Posted in Statistics with tags , , , , , on August 30, 2016 by xi'an

Following Paul Russell’s talk at MCqMC 2016, I took a look at his recently arXived paper. In the plane to Sydney. The pseudo-code representation of the method is identical to our population Monte Carlo algorithm as is the suggestion to approximate the posterior by a mixture, but one novel aspect is to use Reich’s ensemble transportation at the resampling stage, in order to maximise the correlation between the original and the resampled versions of the particle systems. (As in our later versions of PMC, the authors also use as importance denominator the entire mixture rather than conditioning on the selected last-step particle.)

“The output of the resampling algorithm gives us a set of evenly weighted samples that we believe represents the target distribution well”
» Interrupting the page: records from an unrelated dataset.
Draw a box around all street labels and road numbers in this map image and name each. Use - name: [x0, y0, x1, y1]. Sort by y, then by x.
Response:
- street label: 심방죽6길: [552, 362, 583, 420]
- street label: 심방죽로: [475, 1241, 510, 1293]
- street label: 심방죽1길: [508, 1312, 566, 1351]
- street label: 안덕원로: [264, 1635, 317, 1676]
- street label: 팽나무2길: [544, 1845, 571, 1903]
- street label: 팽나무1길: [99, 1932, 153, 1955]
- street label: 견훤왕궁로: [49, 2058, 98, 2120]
I disagree with this statement: Reweighting does not improve the quality of the posterior approximation, since it introduces more variability. If the original sample is found missing in its adequation to the target, so is the resampled one. Worse, by producing a sample with equal weights, this step may give a false impression of adequate representation…
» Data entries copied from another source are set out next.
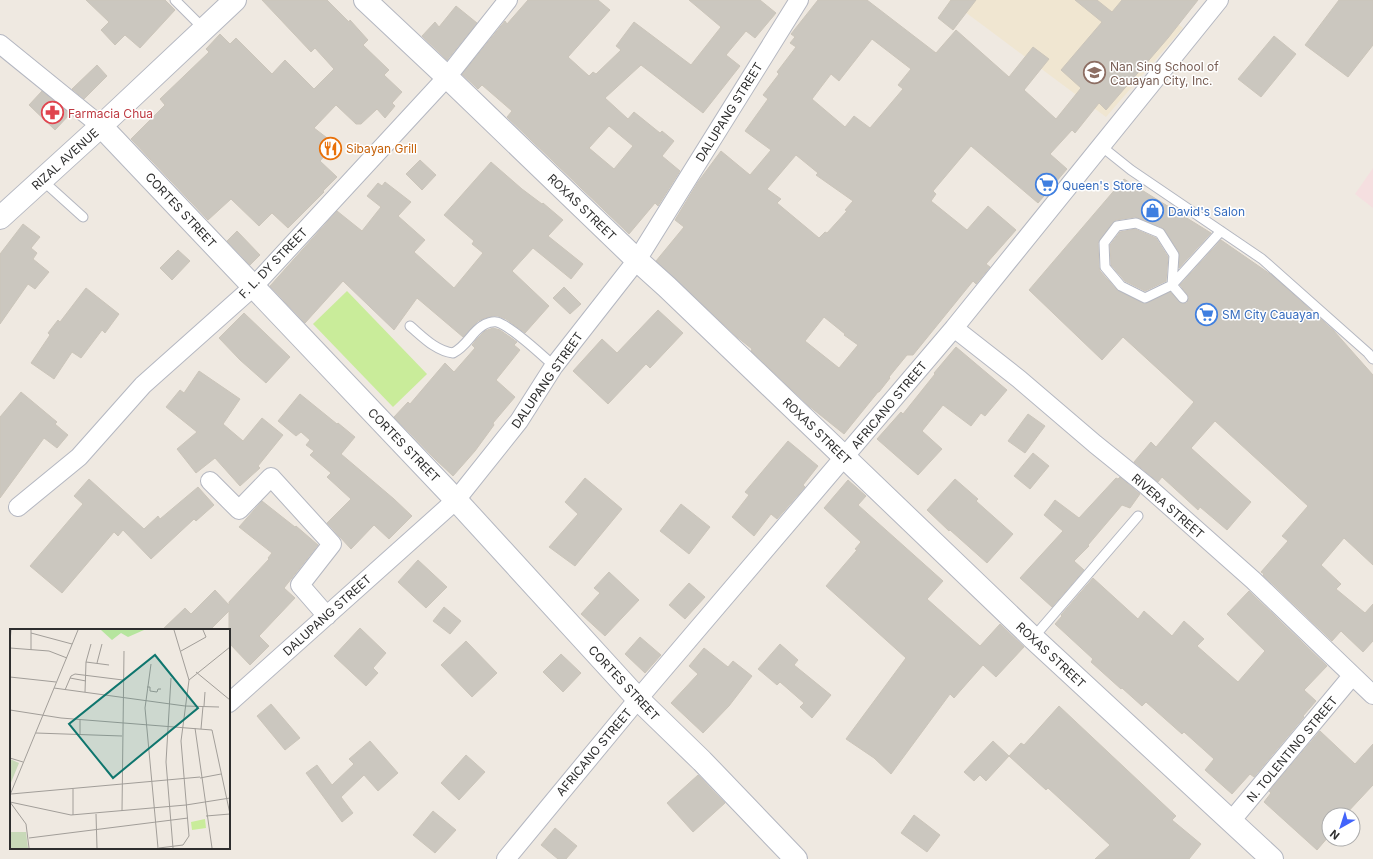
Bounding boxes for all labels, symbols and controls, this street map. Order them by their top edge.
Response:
street label: DALUPANG STREET [692,59,766,164]
place label: Nan Sing School of Cauayan City, Inc. [1110,59,1219,88]
school or university icon: Nan Sing School of Cauayan City, Inc. [1082,60,1108,86]
pharmacy icon: Farmacia Chua [39,100,65,126]
place label: Farmacia Chua [68,106,153,121]
street label: RIZAL AVENUE [28,125,102,193]
restaurant icon: Sibayan Grill [317,135,343,161]
place label: Sibayan Grill [346,141,417,156]
street label: CORTES STREET [142,169,220,251]
street label: ROXAS STREET [545,171,620,244]
supermarket icon: Queen's Store [1033,172,1059,198]
place label: Queen's Store [1062,178,1143,193]
shop icon: David's Salon [1140,198,1166,224]
place label: David's Salon [1168,204,1245,219]
street label: F. L. DY STREET [236,224,311,301]
supermarket icon: SM City Cauayan [1193,301,1219,327]
place label: SM City Cauayan [1222,307,1320,322]
street label: DALUPANG STREET [508,329,586,431]
street label: AFRICANO STREET [848,358,930,452]
street label: ROXAS STREET [780,395,855,468]
street label: CORTES STREET [365,405,443,485]
street label: RIVERA STREET [1129,470,1208,542]
street label: DALUPANG STREET [280,571,375,659]
street label: ROXAS STREET [1013,619,1089,691]
inset map [10,629,230,849]
street label: CORTES STREET [585,642,663,724]
street label: N. TOLENTINO STREET [1243,693,1341,805]
street label: AFRICANO STREET [553,705,635,799]
north arrow [1321,807,1361,847]
text: N [1327,827,1342,843]

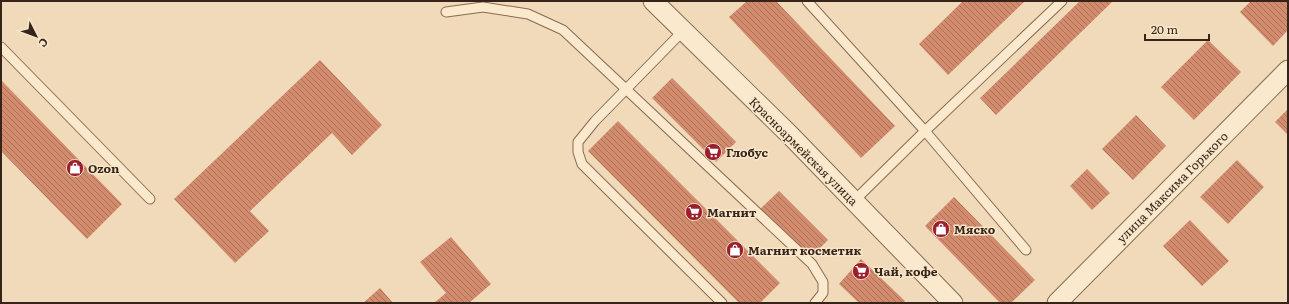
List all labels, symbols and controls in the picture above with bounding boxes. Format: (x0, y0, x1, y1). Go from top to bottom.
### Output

Another unclear point in the pape relates to tuning the parameters of the mixture importance sampler. The paper discusses tuning these parameters during a burn-in stage, referring to “due to the constraints on adaptive MCMC algorithms”, which indeed is only pertinent for MCMC algorithms, since importance sampling can be constantly modified while remaining valid. This was a major point for advocating PMC. I am thus unsure what the authors mean by a burn-in period in such a context. Actually, I am also unsure on how they use effective sample size to select the new value of the importance parameter, e.g., the variance β in a random walk mixture: the effective sample size involves this variance implicitly through the realised sample hence changing β means changing the realised sample… This seems too costly to contemplate so I wonder at the way Figure 4.2 is produced.
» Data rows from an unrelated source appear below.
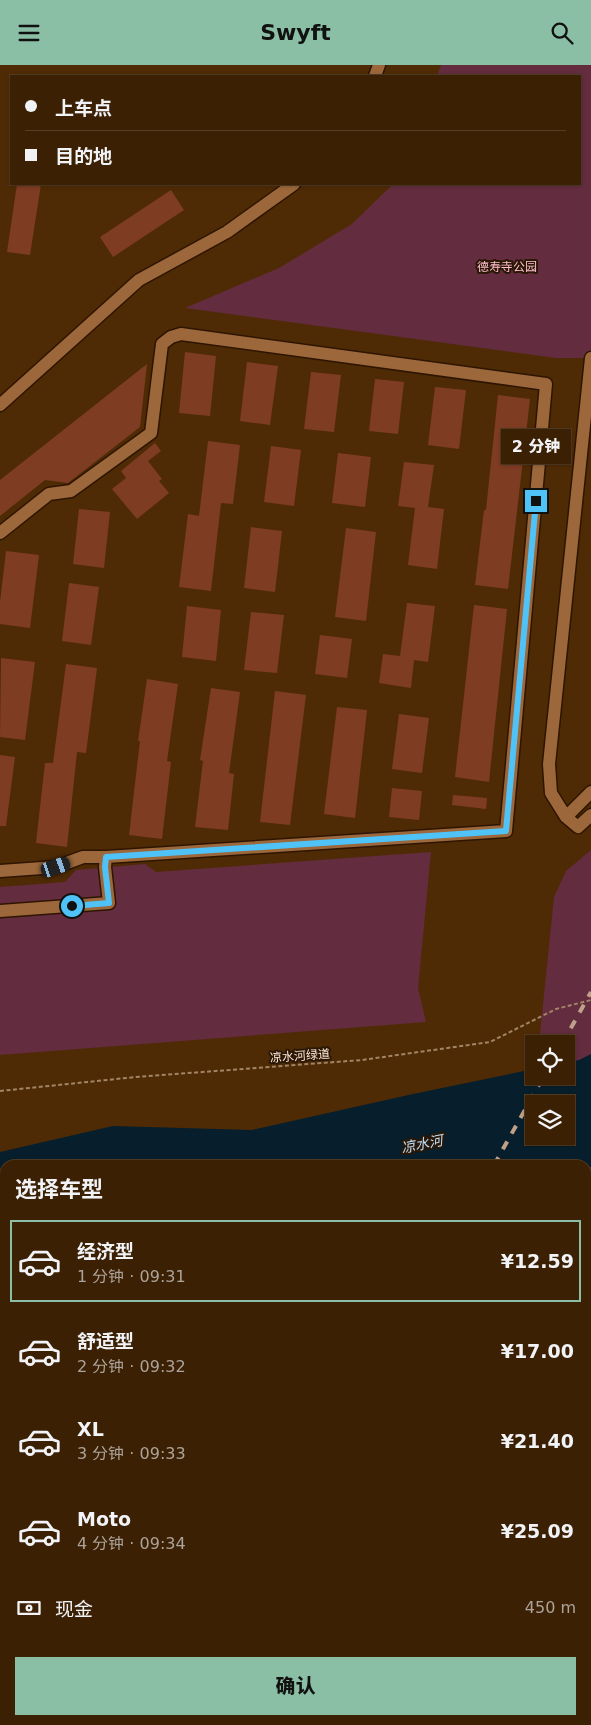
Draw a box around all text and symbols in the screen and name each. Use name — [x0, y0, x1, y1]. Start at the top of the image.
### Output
icon: menu — [15, 19, 43, 47]
icon: search — [548, 19, 576, 47]
text: Swyft — [260, 20, 331, 45]
text: 上车点 — [55, 97, 112, 119]
text: 目的地 — [55, 145, 112, 167]
park label: 德寿寺公园 — [477, 260, 537, 274]
callout: 2 分钟 — [501, 429, 571, 463]
text: 2 分钟 — [512, 437, 560, 456]
route end — [525, 490, 547, 512]
car — [39, 855, 72, 879]
route start — [61, 895, 83, 917]
map controls — [525, 1035, 575, 1145]
button: locate — [525, 1035, 575, 1085]
street label: 凉水河绿道 — [270, 1047, 330, 1065]
button: layers — [525, 1095, 575, 1145]
water label: 凉水河 — [400, 1132, 447, 1156]
text: 选择车型 — [15, 1177, 103, 1202]
icon: car — [17, 1239, 62, 1284]
text: 经济型 — [77, 1240, 134, 1262]
text: ¥12.59 — [501, 1250, 574, 1272]
text: 1 分钟 · 09:31 — [77, 1267, 186, 1286]
icon: car — [17, 1329, 62, 1374]
text: 舒适型 — [77, 1330, 134, 1352]
text: ¥17.00 — [501, 1340, 574, 1362]
text: 2 分钟 · 09:32 — [77, 1357, 186, 1376]
text: XL — [77, 1418, 104, 1440]
icon: car — [17, 1419, 62, 1464]
text: ¥21.40 — [501, 1430, 574, 1452]
text: 3 分钟 · 09:33 — [77, 1444, 186, 1463]
text: Moto — [77, 1508, 131, 1530]
icon: car — [17, 1509, 62, 1554]
text: ¥25.09 — [501, 1520, 574, 1542]
text: 4 分钟 · 09:34 — [77, 1534, 186, 1553]
icon: cash — [15, 1594, 43, 1622]
text: 现金 — [55, 1598, 93, 1620]
text: 450 m — [525, 1598, 576, 1617]
button: 确认 — [15, 1657, 576, 1715]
“A popular approach for adaptive MCMC algorithms is to view the scaling parameter as a random variable which we can sample during the course of the MCMC iterations.”

While this is indeed an attractive notion [that I played with in the early days of adaptive MCMC, with the short-lived notion of cyber-parameters], I do not think it is of much help in optimising an MCMC algorithm, since the scaling parameter need be optimised, resulting into a time-inhomogeneous target. A more appropriate tool is thus stochastic optimisation à la Robbins-Monro, as exemplified in Andrieu and Moulines (2006). The paper however remains unclear as to how the scales are updated (see e.g. Section 4.2).

“Ideally, we would like to use a resampling algorithm which is not prohibitively costly for moderately or large sized ensembles, which preserves the mean of the samples, and which makes it much harder for the new samples to forget a significant region in the density.”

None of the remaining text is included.